What the task requires — Begin at the line below that has "Instruction: Dump the readable content of the screenshot" and stop after the line that has "Build a gazetteer". Please restate only those lines, word for word.

Data listing —
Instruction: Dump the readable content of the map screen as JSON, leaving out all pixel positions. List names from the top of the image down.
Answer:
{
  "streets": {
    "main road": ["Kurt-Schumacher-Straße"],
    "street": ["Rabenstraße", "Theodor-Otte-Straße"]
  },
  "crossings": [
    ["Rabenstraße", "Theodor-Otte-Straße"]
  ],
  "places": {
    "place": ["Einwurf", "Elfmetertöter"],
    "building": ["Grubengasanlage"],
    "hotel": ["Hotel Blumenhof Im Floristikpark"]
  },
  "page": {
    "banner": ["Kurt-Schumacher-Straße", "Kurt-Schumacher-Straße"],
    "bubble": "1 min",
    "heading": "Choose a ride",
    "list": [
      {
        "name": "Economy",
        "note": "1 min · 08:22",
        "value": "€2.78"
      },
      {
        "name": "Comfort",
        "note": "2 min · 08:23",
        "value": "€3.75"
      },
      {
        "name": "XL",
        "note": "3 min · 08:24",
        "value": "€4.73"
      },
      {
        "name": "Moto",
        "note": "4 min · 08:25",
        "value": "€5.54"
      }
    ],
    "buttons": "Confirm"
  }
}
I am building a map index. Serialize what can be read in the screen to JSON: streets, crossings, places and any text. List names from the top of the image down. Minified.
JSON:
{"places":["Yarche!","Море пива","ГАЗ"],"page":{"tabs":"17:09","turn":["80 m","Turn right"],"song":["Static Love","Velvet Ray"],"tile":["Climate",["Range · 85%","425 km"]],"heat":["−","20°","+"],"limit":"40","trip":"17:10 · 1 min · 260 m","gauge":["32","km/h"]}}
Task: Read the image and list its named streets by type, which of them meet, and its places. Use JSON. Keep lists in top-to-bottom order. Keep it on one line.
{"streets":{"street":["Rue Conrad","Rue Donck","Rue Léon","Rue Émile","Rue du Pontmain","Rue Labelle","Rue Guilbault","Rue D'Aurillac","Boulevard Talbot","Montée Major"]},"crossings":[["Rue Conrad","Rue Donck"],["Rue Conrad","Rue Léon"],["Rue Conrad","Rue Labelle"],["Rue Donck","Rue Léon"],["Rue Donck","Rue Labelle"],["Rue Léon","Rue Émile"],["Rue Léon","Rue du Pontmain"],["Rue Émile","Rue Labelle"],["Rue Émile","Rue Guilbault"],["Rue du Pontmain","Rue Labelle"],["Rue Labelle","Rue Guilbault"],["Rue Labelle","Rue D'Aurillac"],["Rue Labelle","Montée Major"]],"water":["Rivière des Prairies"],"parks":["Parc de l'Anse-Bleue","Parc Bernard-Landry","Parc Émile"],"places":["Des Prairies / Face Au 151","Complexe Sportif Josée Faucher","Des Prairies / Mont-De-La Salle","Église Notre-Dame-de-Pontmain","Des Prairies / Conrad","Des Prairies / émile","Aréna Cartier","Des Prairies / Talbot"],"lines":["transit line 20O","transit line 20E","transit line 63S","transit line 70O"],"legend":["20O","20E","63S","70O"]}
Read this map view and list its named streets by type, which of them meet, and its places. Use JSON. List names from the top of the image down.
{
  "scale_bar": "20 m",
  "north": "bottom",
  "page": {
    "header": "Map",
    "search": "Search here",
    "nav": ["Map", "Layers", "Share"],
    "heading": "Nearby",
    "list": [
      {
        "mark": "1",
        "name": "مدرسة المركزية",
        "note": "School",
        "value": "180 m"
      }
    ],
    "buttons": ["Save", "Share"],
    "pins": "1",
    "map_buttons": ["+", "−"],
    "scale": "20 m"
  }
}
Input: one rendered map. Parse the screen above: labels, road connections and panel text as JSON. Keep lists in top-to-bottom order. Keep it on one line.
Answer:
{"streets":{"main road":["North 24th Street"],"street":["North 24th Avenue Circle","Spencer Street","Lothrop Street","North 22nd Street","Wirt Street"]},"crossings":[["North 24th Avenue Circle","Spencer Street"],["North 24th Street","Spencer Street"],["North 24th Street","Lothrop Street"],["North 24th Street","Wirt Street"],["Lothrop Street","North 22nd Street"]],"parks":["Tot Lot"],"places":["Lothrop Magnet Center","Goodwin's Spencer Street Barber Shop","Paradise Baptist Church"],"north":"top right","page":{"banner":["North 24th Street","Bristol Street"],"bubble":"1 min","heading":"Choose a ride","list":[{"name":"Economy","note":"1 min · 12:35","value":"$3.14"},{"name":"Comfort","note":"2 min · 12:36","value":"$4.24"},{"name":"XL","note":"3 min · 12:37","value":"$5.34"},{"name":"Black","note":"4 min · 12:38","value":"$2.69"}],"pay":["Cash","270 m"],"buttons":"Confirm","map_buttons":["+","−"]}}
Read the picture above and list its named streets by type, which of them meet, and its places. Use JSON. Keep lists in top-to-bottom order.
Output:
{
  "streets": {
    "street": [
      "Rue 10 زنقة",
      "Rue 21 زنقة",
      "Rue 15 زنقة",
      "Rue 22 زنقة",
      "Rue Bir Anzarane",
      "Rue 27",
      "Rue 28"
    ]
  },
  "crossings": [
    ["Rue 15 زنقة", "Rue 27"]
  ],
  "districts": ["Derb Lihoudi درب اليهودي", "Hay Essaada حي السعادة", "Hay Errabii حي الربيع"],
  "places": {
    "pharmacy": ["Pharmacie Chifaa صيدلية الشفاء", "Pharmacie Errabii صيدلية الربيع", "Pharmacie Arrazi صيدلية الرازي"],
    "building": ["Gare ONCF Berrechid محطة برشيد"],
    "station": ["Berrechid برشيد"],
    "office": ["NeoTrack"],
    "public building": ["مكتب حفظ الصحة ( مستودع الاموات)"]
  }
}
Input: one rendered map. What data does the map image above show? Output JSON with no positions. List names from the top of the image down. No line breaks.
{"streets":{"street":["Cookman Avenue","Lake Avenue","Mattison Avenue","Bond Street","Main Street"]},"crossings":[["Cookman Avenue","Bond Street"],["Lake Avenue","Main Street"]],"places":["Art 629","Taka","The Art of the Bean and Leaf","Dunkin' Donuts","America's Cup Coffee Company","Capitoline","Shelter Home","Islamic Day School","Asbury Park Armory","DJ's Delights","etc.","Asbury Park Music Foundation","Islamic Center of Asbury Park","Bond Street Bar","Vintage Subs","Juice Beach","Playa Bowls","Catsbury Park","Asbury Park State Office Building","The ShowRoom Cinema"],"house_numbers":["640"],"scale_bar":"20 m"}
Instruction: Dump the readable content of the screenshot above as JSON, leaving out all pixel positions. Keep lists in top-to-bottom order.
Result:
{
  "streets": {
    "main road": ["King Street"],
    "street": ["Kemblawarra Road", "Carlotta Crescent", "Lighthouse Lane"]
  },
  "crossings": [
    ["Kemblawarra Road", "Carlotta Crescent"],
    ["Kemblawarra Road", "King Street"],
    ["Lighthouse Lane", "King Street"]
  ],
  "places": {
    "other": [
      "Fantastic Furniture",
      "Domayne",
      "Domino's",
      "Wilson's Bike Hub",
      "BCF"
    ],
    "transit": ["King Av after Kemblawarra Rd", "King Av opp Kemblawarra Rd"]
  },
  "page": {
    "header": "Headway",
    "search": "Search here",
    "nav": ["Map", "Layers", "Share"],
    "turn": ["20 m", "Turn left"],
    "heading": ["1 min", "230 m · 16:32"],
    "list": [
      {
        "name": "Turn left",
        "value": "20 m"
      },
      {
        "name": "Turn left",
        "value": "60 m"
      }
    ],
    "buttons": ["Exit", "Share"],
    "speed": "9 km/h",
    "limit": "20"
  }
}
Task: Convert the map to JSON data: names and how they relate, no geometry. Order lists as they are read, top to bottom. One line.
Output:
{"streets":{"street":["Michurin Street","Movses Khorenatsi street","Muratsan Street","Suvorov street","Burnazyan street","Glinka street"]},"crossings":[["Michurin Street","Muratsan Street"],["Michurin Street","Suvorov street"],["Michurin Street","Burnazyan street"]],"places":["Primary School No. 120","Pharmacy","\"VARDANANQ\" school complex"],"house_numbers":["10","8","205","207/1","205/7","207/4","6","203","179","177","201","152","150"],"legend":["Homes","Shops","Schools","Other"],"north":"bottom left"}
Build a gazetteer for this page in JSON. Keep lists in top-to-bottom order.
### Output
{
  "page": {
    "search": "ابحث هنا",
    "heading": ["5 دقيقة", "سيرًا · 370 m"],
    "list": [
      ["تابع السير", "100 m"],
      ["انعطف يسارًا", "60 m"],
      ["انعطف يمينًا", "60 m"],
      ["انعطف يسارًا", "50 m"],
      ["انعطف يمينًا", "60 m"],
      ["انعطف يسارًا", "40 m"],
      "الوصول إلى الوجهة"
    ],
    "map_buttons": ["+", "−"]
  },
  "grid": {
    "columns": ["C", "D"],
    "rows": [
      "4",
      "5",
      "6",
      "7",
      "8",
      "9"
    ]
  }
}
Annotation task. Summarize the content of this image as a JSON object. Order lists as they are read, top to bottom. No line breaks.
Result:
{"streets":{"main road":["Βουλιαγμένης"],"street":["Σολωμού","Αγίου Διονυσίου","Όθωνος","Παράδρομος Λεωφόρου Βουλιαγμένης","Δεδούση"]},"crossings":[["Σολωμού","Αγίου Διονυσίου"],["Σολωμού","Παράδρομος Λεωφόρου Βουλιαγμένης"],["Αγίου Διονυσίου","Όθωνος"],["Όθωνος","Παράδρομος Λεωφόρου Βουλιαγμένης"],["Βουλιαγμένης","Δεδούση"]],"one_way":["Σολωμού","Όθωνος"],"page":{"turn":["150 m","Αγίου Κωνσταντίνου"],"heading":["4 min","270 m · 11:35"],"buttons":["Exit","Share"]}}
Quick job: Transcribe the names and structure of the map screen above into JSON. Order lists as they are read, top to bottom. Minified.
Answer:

Written solution —
Instruction: Dump the readable content of the screenshot above as JSON, leaving out all pixel positions. Keep lists in top-to-bottom order.
Result:
{
  "streets": {
    "main road": ["King Street"],
    "street": ["Kemblawarra Road", "Carlotta Crescent", "Lighthouse Lane"]
  },
  "crossings": [
    ["Kemblawarra Road", "Carlotta Crescent"],
    ["Kemblawarra Road", "King Street"],
    ["Lighthouse Lane", "King Street"]
  ],
  "places": {
    "other": [
      "Fantastic Furniture",
      "Domayne",
      "Domino's",
      "Wilson's Bike Hub",
      "BCF"
    ],
    "transit": ["King Av after Kemblawarra Rd", "King Av opp Kemblawarra Rd"]
  },
  "page": {
    "header": "Headway",
    "search": "Search here",
    "nav": ["Map", "Layers", "Share"],
    "turn": ["20 m", "Turn left"],
    "heading": ["1 min", "230 m · 16:32"],
    "list": [
      {
        "name": "Turn left",
        "value": "20 m"
      },
      {
        "name": "Turn left",
        "value": "60 m"
      }
    ],
    "buttons": ["Exit", "Share"],
    "speed": "9 km/h",
    "limit": "20"
  }
}
Task: Convert the map to JSON data: names and how they relate, no geometry. Order lists as they are read, top to bottom. One line.
Output:
{"streets":{"street":["Michurin Street","Movses Khorenatsi street","Muratsan Street","Suvorov street","Burnazyan street","Glinka street"]},"crossings":[["Michurin Street","Muratsan Street"],["Michurin Street","Suvorov street"],["Michurin Street","Burnazyan street"]],"places":["Primary School No. 120","Pharmacy","\"VARDANANQ\" school complex"],"house_numbers":["10","8","205","207/1","205/7","207/4","6","203","179","177","201","152","150"],"legend":["Homes","Shops","Schools","Other"],"north":"bottom left"}
Build a gazetteer for this page in JSON. Keep lists in top-to-bottom order.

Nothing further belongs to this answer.